§ **EXERCISE DIRECTIONS**
Write only the number of lines in the entries below that contain the string "paint".

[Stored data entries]
▽

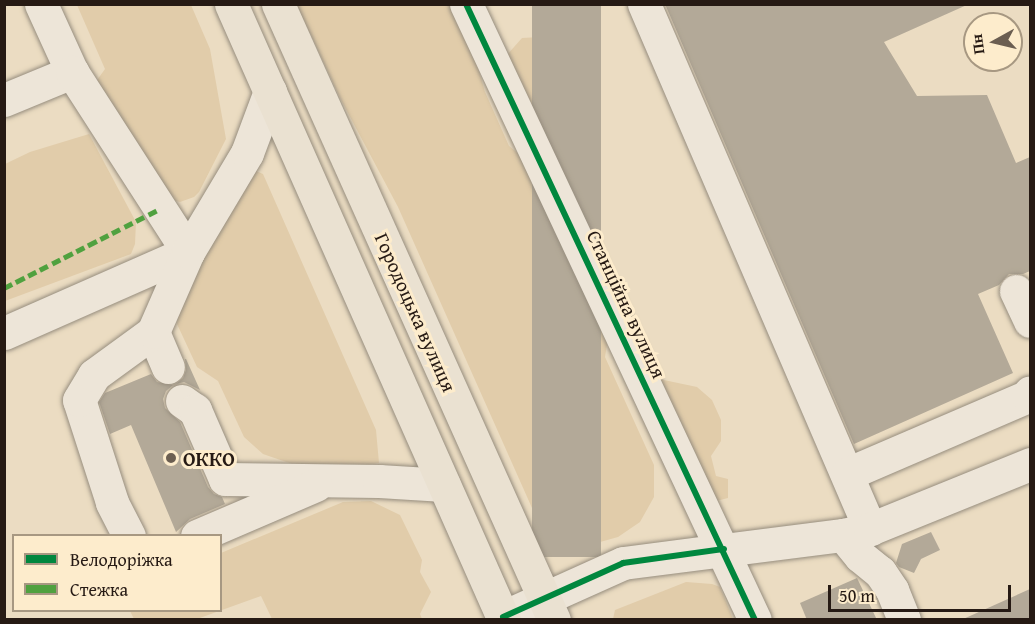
<!DOCTYPE html>
<meta charset="utf-8">
<style>
body{margin:0}
#map{position:relative;width:1035px;height:624px;overflow:hidden;background:#ebdcc2;font-family:"Gentium Book Plus",serif}
div>[style]{position:absolute}
.green>*{inset:0;background:#e1ccaa}
.building>*{inset:0;background:#b3a998;transform-origin:0 0}
.roads{filter:drop-shadow(0 0 2px #968d7e) drop-shadow(0 0 2px #968d7e)}
.minor>*{height:33px;margin:-16.5px;padding:0 16.5px;transform-origin:16.5px;border-radius:16.5px;background:#ede5d8}
.major>*{height:33px;margin:-16.5px;padding:0 16.5px;transform-origin:16.5px;border-radius:16.5px;background:#eae1d1}
.quiet>*{height:4.5px;margin-top:-2.25px;transform-origin:0;background:repeating-linear-gradient(90deg,#50a13f 0 9px,transparent 0 13.5px)}
.cycleway>*{height:6px;margin:-3px;padding:0 3px;transform-origin:3px;border-radius:3px;background:#00873e}
.dots>*{width:16px;height:16px;translate:-50% -50%;box-sizing:border-box;border:3px solid #fdeccc;border-radius:50%}
span{translate:-50% -50%;white-space:nowrap;text-align:center;line-height:1.15;-webkit-text-stroke:6px #fdeccc;paint-order:stroke}
.street-label{font-size:20px;color:#261a14}
.poi-label{font-size:20px;color:#261a14;font-weight:700}
.left{translate:0 -50%;text-align:left}
.frame{position:absolute;inset:0;border:6px solid #261a14;pointer-events:none}
.legend{position:absolute;left:12px;top:534px;width:210px;height:78px;box-sizing:border-box;background:#fdeccc;border:2px solid #a79882;margin:0;padding:8px 10px;list-style:none;font-size:18px;color:#261a14}
.legend li{display:flex;align-items:center;gap:12px;height:30px}
.legend b{width:30px;border:2px solid #a79882}
.north{position:absolute;left:963px;top:12px;width:60px;height:60px;box-sizing:border-box;background:#fdeccc;border:2px solid #a79882;border-radius:50%;rotate:262deg;font-size:16px;font-weight:700;line-height:24px;text-align:center;color:#261a14}
.north::after{content:'';display:block;margin:auto;width:21px;height:27px;background:#6b5e51;clip-path:polygon(50% 0,100% 100%,50% 72%,0 100%)}
.scale{position:absolute;left:828px;top:585px;width:183px;height:27px;box-sizing:border-box;border:3px solid #261a14;border-top:0;padding-left:8px;font-size:18px;line-height:21px;white-space:nowrap;color:#261a14;-webkit-text-stroke:4px #fdeccc;paint-order:stroke}
</style>
<div id="map">
<div class="green">
<div style="clip-path:polygon(77px 5px,191px 5px,210px 49px,226px 139px,199px 192px,194px 197px,180px 202px,172px 200px,95px 83px,105px 69px)"></div>
<div style="clip-path:polygon(291px 5px,454px 5px,477px 64px,485px 92px,509px 146px,540px 171px,556px 248px,569px 277px,588px 295px,608px 338px,605px 357px,654px 465px,654px 497px,640px 522px,618px 537px,593px 544px,557px 535px,536px 517px,398px 207px,340px 98px,310px 33px)"></div>
<div style="clip-path:polygon(540px 37px,557px 53px,563px 73px,549px 111px,537px 111px,528px 101px,507px 55px,522px 38px)"></div>
<div style="clip-path:polygon(89px 134px,136px 222px,135px 244px,131px 254px,5px 301px,5px 164px,30px 152px)"></div>
<div style="clip-path:polygon(256px 171px,263px 174px,376px 430px,379px 463px,328px 471px,295px 465px,263px 454px,244px 437px,218px 381px,197px 367px,177px 324px,180px 296px,243px 176px)"></div>
<div style="clip-path:polygon(659px 379px,697px 387px,712px 400px,721px 420px,721px 441px,711px 456px,716px 476px,728px 479px,728px 498px,716px 501px)"></div>
<div style="clip-path:polygon(371px 501px,400px 515px,422px 560px,420px 572px,431px 592px,420px 614px,422px 619px,272px 619px,261px 596px,197px 619px,134px 619px,130px 611px,220px 610px,221px 553px,343px 502px)"></div>
<div style="clip-path:polygon(686px 582px,712px 584px,720px 587px,733px 619px,613px 619px,615px 610px)"></div>
</div>
<div class="building">
<div style="left:532px;top:4px;width:69px;height:553px"></div>
<div style="clip-path:polygon(665px 4px,969px 4px,884px 42px,917px 96px,987px 95px,1016px 163px,1030px 157px,1030px 271px,1023px 274px,1009px 274px,999px 285px,978px 294px,1013px 373px,854px 444px)"></div>
<div style="clip-path:polygon(185px 359px,186px 359px,200px 390px,184px 382px,176px 384px,183px 378px,186px 370px)"></div>
<div style="clip-path:polygon(151px 374px,157px 382px,173px 385px,166px 391px,163px 399px,165px 408px,180px 422px,208px 487px,214px 494px,222px 497px,225px 504px,190px 519px,176px 532px,131px 425px,110px 434px,99px 402px,105px 393px)"></div>
<div style="clip-path:polygon(931px 532px,940px 550px,921px 559px,914px 573px,899px 567px,896px 563px,902px 544px)"></div>
<div style="clip-path:polygon(857px 578px,877px 620px,807px 620px,800px 603px)"></div>
<div style="clip-path:polygon(1030px 589px,1030px 620px,961px 620px)"></div>
</div>
<div class="roads">
<div class="minor">
<div style="left:41px;top:4px;width:75px;rotate:65.5deg"></div>
<div style="left:466px;top:4px;width:680px;rotate:64.87deg"></div>
<div style="left:644px;top:4px;width:572px;rotate:66.71deg"></div>
<div style="left:4px;top:100px;width:74px;rotate:-22.4deg"></div>
<div style="left:72px;top:72px;width:214px;rotate:57.2deg"></div>
<div style="left:188px;top:252px;width:201px;rotate:156.2deg"></div>
<div style="left:1016px;top:291px;width:33px;rotate:65deg"></div>
<div style="left:153px;top:332px;width:38px;rotate:67deg"></div>
<div style="left:182px;top:401px;width:16px;rotate:35deg"></div>
<div style="left:195px;top:410px;width:75px;rotate:66.5deg"></div>
<div style="left:225px;top:479px;width:154px;rotate:0.7deg"></div>
<div style="left:379px;top:481px;width:65px;rotate:3.5deg"></div>
<div style="left:847px;top:474px;width:197px;rotate:-23.3deg"></div>
<div style="left:1028px;top:396px;width:4px;rotate:-63deg"></div>
<div style="left:843px;top:535px;width:27px;rotate:51deg"></div>
<div style="left:860px;top:556px;width:26px;rotate:39deg"></div>
<div style="left:880px;top:572px;width:22px;rotate:56deg"></div>
<div style="left:892px;top:590px;width:32px;rotate:68deg"></div>
<div style="left:129px;top:536px;width:38px;rotate:-117deg"></div>
<div style="left:112px;top:502px;width:107px;rotate:-107.9deg"></div>
<div style="left:79px;top:400px;width:29px;rotate:-59deg"></div>
<div style="left:94px;top:375px;width:73px;rotate:-36.1deg"></div>
<div style="left:153px;top:332px;width:87px;rotate:-66.4deg"></div>
<div style="left:188px;top:252px;width:115px;rotate:-59.2deg"></div>
<div style="left:247px;top:153px;width:66px;rotate:-69.6deg"></div>
<div style="left:197px;top:536px;width:129px;rotate:-23.2deg"></div>
<div style="left:503px;top:617px;width:132px;rotate:-24.2deg"></div>
<div style="left:623px;top:563px;width:222px;rotate:-7.3deg"></div>
<div style="left:843px;top:535px;width:28px;rotate:-13deg"></div>
<div style="left:870px;top:529px;width:173px;rotate:-22.1deg"></div>
</div>
<div class="major">
<div style="left:231px;top:4px;width:674px;rotate:66.1deg"></div>
<div style="left:278px;top:4px;width:675px;rotate:65.87deg"></div>
</div>
</div>
<div class="quiet">
<div style="left:4px;top:288px;width:175px;rotate:-26.9deg"></div>
</div>
<div class="cycleway">
<div style="left:466px;top:4px;width:680px;rotate:64.87deg"></div>
<div style="left:503px;top:617px;width:132px;rotate:-24.2deg"></div>
<div style="left:623px;top:563px;width:102px;rotate:-7.9deg"></div>
</div>
<div class="dots">
<div style="left:171px;top:458px;background:#6b5e51"></div>
</div>
<div class="street-label">
<span style="left:627px;top:304px;rotate:65deg">Станційна вулиця</span>
<span style="left:416px;top:312px;rotate:66deg">Городоцька вулиця</span>
</div>
<div class="poi-label">
<span class="left" style="left:183px;top:458px">ОККО</span>
</div>
<div class="frame"></div>
<ul class="legend">
<li><b style="height:8px;background:#00873e"></b>Велодоріжка</li>
<li><b style="height:8px;background:#50a13f"></b>Стежка</li>
</ul>
<div class="north">Пн</div>
<div class="scale">50 m</div>
</div>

△

§ **FINAL ANSWER**
2